**Provided data**
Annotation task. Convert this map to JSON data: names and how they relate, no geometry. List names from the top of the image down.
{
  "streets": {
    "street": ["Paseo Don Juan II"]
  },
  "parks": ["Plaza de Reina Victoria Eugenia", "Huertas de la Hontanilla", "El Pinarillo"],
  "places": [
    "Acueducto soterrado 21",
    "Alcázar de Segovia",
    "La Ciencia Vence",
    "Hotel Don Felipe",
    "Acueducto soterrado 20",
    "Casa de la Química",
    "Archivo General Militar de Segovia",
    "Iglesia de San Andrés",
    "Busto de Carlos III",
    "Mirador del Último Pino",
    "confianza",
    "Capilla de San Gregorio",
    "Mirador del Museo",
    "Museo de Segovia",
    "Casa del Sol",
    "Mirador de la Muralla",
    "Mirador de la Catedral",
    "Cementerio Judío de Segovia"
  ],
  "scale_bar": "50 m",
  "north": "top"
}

**What the task asks**
Could you write out all of the data again, exactly as given?

**Result below**
Annotation task. Convert this map to JSON data: names and how they relate, no geometry. List names from the top of the image down.
{
  "streets": {
    "street": ["Paseo Don Juan II"]
  },
  "parks": ["Plaza de Reina Victoria Eugenia", "Huertas de la Hontanilla", "El Pinarillo"],
  "places": [
    "Acueducto soterrado 21",
    "Alcázar de Segovia",
    "La Ciencia Vence",
    "Hotel Don Felipe",
    "Acueducto soterrado 20",
    "Casa de la Química",
    "Archivo General Militar de Segovia",
    "Iglesia de San Andrés",
    "Busto de Carlos III",
    "Mirador del Último Pino",
    "confianza",
    "Capilla de San Gregorio",
    "Mirador del Museo",
    "Museo de Segovia",
    "Casa del Sol",
    "Mirador de la Muralla",
    "Mirador de la Catedral",
    "Cementerio Judío de Segovia"
  ],
  "scale_bar": "50 m",
  "north": "top"
}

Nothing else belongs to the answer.